6 thoughts on “Smart Capitalists vs. Ayn Rand

  1. ALOHA: …… excellent article; concise, on point, plus informative and accurate as to the nonsense promulgated by the right-wing, tea-party followers and movement…… God forbid that wages are raised; however, do NOT touch nor reduce the corporate welfare which is rampant in government subsidies and tax breaks for the 1%. Nevertheless, one question, however; in the article, it is written: “…government as a preventer of violence and settler of disputes among men, …”. what about disputes among women? MAHALO LL.

  2. “patron saint” “devotees” “pseudo-religious” “disciples” “Ayn-Rand-worshipper” “tenet”

    These allusions are just backwards if you know anything about what Rand thought of religions.

  3. “patron saint” “devotees” “pseudo-religious” “disciples” “Ayn-Rand-worshipper” “tenet”

    These allusions are just backwards if you know anything about what Rand thought of religions.

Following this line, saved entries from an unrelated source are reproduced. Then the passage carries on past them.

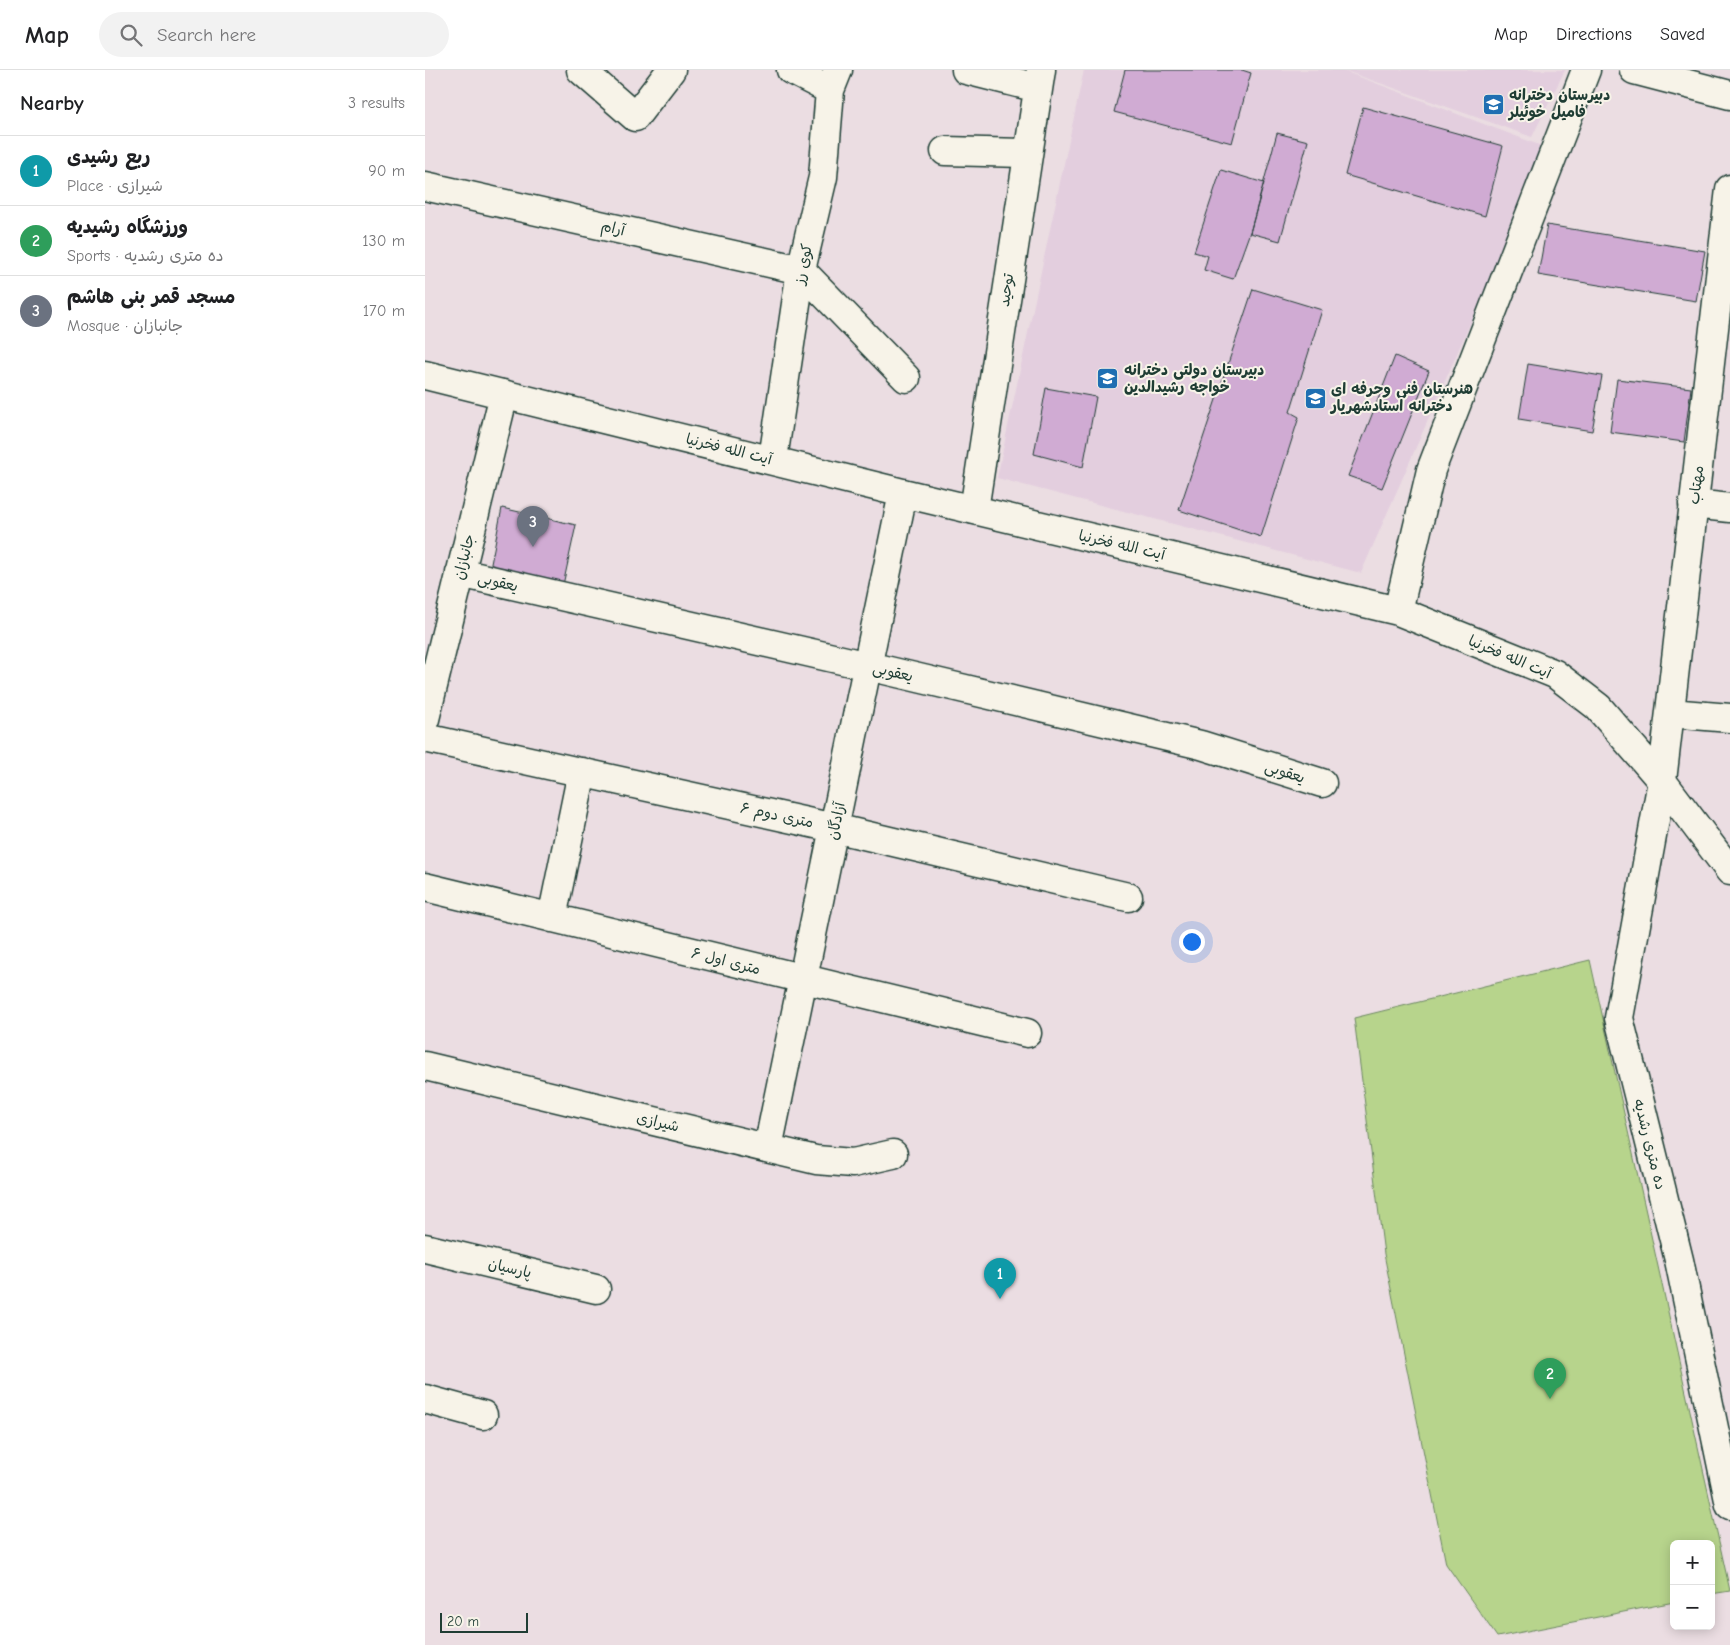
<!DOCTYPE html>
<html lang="en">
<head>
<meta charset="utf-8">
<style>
	:root { --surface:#fff; --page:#f2f2f2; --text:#202124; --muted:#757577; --line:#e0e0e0; --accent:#1a73e8 }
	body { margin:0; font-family:"Comic Neue","Playpen Sans Arabic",sans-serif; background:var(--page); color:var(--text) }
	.controls { position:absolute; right:15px; bottom:15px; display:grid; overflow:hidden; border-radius:8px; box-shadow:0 2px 12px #0003 }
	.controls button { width:45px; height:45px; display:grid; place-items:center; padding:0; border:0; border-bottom:1px solid var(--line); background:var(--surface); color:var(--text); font:25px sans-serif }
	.scale { position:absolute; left:15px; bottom:12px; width:88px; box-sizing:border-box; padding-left:5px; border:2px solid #1f3d34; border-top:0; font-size:14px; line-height:18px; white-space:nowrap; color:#1f3d34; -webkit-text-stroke:4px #f7f3e8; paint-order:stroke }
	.you { position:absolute; left:766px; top:871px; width:18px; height:18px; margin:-12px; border:4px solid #fff; border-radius:50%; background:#1a73e8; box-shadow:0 0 0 8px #1a73e833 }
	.badge { display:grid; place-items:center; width:32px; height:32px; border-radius:50%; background:var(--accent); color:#fff; font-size:16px; font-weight:700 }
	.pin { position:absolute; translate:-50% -41px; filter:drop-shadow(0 1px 2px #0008) }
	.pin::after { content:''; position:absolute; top:26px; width:18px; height:15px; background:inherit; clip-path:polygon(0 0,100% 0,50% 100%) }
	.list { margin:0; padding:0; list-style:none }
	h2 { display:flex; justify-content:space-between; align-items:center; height:65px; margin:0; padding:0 20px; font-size:21px }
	h2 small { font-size:16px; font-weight:400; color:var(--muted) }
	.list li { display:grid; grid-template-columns:32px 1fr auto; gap:15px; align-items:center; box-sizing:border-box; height:70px; padding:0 20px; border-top:1px solid var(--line) }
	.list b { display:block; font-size:19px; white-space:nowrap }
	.list p { margin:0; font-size:16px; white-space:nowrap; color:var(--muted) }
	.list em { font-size:16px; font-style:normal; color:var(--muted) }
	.icon { flex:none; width:28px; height:28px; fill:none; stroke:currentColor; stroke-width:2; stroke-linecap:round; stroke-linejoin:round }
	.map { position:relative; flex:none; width:1305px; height:1575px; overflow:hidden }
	header { display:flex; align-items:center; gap:30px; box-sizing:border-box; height:70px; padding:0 25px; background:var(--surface); border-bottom:1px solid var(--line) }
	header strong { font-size:24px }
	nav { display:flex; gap:28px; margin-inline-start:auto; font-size:18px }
	.search { width:350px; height:45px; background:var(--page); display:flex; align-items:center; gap:12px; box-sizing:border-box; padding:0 18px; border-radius:28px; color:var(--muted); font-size:19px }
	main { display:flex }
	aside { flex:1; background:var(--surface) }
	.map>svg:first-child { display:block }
</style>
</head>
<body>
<header>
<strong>Map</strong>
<div class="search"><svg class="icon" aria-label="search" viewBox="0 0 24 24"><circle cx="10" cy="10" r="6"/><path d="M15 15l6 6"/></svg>Search here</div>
<nav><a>Map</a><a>Directions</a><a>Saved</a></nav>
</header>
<main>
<aside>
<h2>Nearby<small>3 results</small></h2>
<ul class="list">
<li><span class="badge" style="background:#0f9aa8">1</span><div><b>ربع رشیدی</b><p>Place · شیرازی</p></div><em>90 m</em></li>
<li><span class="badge" style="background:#2e9e5b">2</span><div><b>ورزشگاه رشیدیه</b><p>Sports · ده متری رشدیه</p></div><em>130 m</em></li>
<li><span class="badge" style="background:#6b7280">3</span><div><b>مسجد قمر بنی هاشم</b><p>Mosque · جانبازان</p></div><em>170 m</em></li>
</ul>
</aside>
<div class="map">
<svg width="1305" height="1575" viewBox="0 0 1305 1575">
	<rect width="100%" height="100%" fill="#ebdde2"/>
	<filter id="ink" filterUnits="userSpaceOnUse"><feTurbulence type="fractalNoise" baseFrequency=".02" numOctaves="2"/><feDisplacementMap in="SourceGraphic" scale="10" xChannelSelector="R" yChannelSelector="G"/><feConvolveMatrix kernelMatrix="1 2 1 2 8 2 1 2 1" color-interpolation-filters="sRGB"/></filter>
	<g filter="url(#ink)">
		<path fill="#e3cede" d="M659,0h257l206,78 -186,425 -364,-95z
			M918,0h222l-33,67z"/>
		<path fill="#b7d48c" stroke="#6b8860" d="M1165,890l140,631 -19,3v-50h-37v58l-177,35 -51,-73 -62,-310 -30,-236z"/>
		<path fill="#d0abd3" stroke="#1f3d34" d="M700,0h117l9,3 -19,70 -118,-31z
			M938,37l140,39 -18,70 -140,-41z
			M852,63l31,8 -28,100 -30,-8z
			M796,100l43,13 -13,46 -18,50 -29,-9 4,-14 -14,-4z
			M1122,155l158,26 -9,50 -158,-26z
			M828,219l69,21 -32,102 9,5 -38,120 -82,-27z
			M970,286l34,15 -47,117 -34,-12z
			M1103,294l74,12 -10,55 -73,-12z
			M1192,309l74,9 -7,54 -74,-10z
			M621,318l50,9 -13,70 -49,-13z
			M77,438l74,17 -13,60 -73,-16z"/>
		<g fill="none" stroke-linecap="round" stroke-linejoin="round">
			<defs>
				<path id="minor" d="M156,0l54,47 36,-47
					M366,0l39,20
					M541,0l72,18
					M1209,0l96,25
					M520,81l82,2
					M0,116l376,84 105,108
					M1305,119l-68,592 -43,237 60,242 51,245
					M0,305l478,118 495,118 157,63 43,33 64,74 68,90
					M348,389l28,-189 22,-93 7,-87 8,-20
					M1268,434l37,4
					M549,440l67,-440
					M35,503l408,93 333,79 121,38
					M973,541l33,-141 155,-400
					M1245,643l60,5
					M0,649l79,-325
					M0,668l409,90 294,69
					M0,817l602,146
					M127,848l30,-146
					M0,996l391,94 37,3 40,-9
					M343,1078l135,-655
					M0,1178l171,41
					M0,1329l58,16"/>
			</defs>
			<use href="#minor" stroke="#1f3d34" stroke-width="31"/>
			<use href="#minor" stroke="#f7f3e8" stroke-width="28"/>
		</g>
	</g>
	<defs>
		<symbol id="school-square" viewBox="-11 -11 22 22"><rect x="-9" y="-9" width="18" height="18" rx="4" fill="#1f6fb2" stroke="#f7f3e8"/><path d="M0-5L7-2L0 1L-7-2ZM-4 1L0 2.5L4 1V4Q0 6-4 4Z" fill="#fff"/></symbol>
	</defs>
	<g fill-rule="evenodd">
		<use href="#school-square" x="1056" y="22" width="25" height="25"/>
		<use href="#school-square" x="670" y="296" width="25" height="25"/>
		<use href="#school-square" x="878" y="316" width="25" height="25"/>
	</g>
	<g text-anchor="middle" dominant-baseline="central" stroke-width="4" stroke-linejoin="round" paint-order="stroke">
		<g font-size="15" font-weight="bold" fill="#1f3d34" stroke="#f7f3e8" text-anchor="start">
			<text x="1084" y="25">دبیرستان دخترانه<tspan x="1084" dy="17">فامیل خوئیلر</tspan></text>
			<text x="699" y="300">دبیرستان دولتی دخترانه<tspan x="699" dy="17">خواجه رشیدالدین</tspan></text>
			<text x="906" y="319">هنرستان فنی وحرفه ای<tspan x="906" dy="17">دخترانه استادشهریار</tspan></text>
		</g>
		<g font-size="15" fill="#1f3d34" stroke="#f7f3e8">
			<text transform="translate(188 158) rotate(13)">آرام</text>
			<text transform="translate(378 194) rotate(-78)">کوی رز</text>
			<text transform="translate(581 220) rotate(-82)">توحید</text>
			<text transform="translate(304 379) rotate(14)">آیت الله فخرنیا</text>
			<text transform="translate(1271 415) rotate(-83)">مهتاب</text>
			<text transform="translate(697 475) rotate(13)">آیت الله فخرنیا</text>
			<text transform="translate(39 487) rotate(-76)">جانبازان</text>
			<text transform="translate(73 512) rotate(13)">یعقوبی</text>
			<text transform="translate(1085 587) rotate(23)">آیت الله فخرنیا</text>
			<text transform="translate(468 602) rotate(13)">یعقوبی</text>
			<text transform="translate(860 702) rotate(18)">یعقوبی</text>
			<text transform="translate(352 745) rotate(12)">۶ متری دوم</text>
			<text transform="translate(411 751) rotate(-78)">آزادگان</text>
			<text transform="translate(301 891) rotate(14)">۶ متری اول</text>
			<text transform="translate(233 1052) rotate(13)">شیرازی</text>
			<text transform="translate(1225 1074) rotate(76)">ده متری رشدیه</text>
			<text transform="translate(85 1198) rotate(13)">پارسیان</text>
		</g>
	</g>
</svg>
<div class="controls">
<button>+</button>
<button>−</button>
</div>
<div class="scale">20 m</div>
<div class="you"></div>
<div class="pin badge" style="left:575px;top:1229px;background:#0f9aa8">1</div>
<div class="pin badge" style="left:1125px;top:1329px;background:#2e9e5b">2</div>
<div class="pin badge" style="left:108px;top:477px;background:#6b7280">3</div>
</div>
</main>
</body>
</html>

  4. I’m growing weary of the endless parade of ignorant commentators claiming to “know” what Ayn Rand “would have” recommended, or what the content of her actual philosophy is. For the curious and the intellectually honest out there, I recommend suspending judgement of Ayn Rand and her philosophy unless/until you have read enough of it, first hand, for yourself (at the very least, one full work of her fiction or non-fiction). The opposition says “DON’T read Ayn Rand for yourself — We’re already telling you what to think.” Which is more intellectually honest, here?